Security personnel came to Hansen’s aid at the scene and one protester has been charged with assault. The assailant is part of a group known as Kitchener-Waterloo Anti-Racism Action.
“The RCMP people kind of freaked out and caused the person with the torch to stutter-step and then trip,” protester Alex Hundert stated. “Basically, the relay team caused a disaster and the police decided they needed to arrest somebody.”
The flame remained ignited throughout the incident.
VANOC stated the interruption was an “isolated incident” and was responded to “rapidly and appropriately” by the Vancouver 2010 Integrated Security Unit and the RCMP.
This is not the first time protestors have interrupted the torch relay. In the past month other incidents have popped up in eastern Canada to protest treatments of aboriginals and criticize the money spent to stage the Games in Vancouver, where an estimated 3,000 people are homeless.
The spate of trouble started Dec. 8 when the RCMP torch relay guards were denied entry to the Kahnawake Mohawk Indian reserve near Montreal. Some band members protested while Alwyn Morris, a 1984 canoeing gold medalist, carried the flame on the reserve.
More than 100 people tried to disrupt the community celebration in Montreal on Dec. 10.
A week later, an even bigger crowd blocked streets in Toronto and forced the re-routing of the relay.
The route on the Six Nations reserve in southern Ontario on Dec. 21 was changed to a circuit in a parking lot at a bingo hall for fear of protests.

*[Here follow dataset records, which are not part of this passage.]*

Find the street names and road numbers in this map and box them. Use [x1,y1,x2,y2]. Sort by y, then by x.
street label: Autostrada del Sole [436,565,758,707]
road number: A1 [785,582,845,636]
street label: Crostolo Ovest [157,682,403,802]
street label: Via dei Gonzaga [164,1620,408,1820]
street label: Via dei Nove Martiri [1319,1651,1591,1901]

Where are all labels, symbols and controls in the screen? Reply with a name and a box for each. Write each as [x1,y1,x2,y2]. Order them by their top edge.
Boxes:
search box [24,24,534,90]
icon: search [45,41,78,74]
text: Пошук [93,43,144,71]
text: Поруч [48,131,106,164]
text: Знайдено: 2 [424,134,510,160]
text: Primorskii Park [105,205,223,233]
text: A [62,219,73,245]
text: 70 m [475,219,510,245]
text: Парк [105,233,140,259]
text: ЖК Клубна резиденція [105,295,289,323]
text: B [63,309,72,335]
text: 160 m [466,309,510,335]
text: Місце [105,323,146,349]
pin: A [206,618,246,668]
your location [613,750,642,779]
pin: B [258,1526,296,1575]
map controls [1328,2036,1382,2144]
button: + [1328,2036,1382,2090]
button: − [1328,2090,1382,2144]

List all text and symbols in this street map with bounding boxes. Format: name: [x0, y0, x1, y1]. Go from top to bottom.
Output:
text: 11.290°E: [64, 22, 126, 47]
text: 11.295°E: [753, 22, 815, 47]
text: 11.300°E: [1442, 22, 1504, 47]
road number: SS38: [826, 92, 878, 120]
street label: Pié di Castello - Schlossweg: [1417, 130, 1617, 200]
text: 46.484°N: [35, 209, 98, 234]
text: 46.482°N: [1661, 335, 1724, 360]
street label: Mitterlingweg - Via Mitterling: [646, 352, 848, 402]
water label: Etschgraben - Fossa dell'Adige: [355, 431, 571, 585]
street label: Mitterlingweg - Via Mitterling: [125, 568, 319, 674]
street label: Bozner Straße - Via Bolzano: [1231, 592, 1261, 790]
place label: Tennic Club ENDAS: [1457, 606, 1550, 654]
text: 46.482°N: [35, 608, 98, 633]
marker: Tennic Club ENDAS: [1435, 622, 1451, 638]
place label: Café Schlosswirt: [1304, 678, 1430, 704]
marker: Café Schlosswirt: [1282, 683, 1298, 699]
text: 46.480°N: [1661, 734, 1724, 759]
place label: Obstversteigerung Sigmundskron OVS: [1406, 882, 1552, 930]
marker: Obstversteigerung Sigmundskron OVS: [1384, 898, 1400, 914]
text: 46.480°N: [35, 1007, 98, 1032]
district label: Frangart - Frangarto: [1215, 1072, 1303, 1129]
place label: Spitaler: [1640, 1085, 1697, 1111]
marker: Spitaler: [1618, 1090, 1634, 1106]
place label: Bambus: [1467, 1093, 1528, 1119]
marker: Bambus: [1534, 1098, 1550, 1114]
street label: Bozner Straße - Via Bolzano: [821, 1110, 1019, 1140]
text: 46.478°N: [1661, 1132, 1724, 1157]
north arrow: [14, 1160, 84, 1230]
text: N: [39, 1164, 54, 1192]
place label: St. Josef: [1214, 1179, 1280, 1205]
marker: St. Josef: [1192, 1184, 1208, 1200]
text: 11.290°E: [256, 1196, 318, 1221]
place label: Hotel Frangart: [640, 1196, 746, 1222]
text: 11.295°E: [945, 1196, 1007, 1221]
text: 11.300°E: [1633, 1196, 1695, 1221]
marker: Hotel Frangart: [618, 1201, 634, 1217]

On Dec. 18 in Newmarket, Ont., Toronto Sun videographer Ian Robertson was tackled and photographer Dave Thomas was pushed by the RCMP officers escorting the relay. Robertson, 61, was hospitalized with a concussion. Brad Honywill, president of the Communications Energy and Paperworkers Union local 87-M called for the officers to be charged.
The protests were not unexpected after most stops on the fall 2008 Canadian Pacific Spirit Train were disrupted.
On Sunday, around 200 protesters gathered in Kitchener, Ontario.
“We understand that the Olympic Games are a high profile event and will attract attention and that people have the right to express their opinions, “ said torch relay director Jim Richards in a prepared. “We ask that they do so peacefully and respectfully.”
Today is day 61 of the relay as it departs Owen Sound traveling through 14 towns with the city of Barrie being the final destination point.
Among the 137 torchbearers are Canadian Olympic Committee CEO Chris Rudge and International Bobsleigh Federation president Bob Storey.
Olympian Brad Martin will carry the torch while he snowboards and 2010 Paralympic alpine skiing hopeful, Melanie Schwartz, is scheduled to carry the torch while she skies.
Tomorrow, the torch travels through 12 towns, will be carried by three Olympians and will ride in a yellow school bus in Huntsville, Ontario.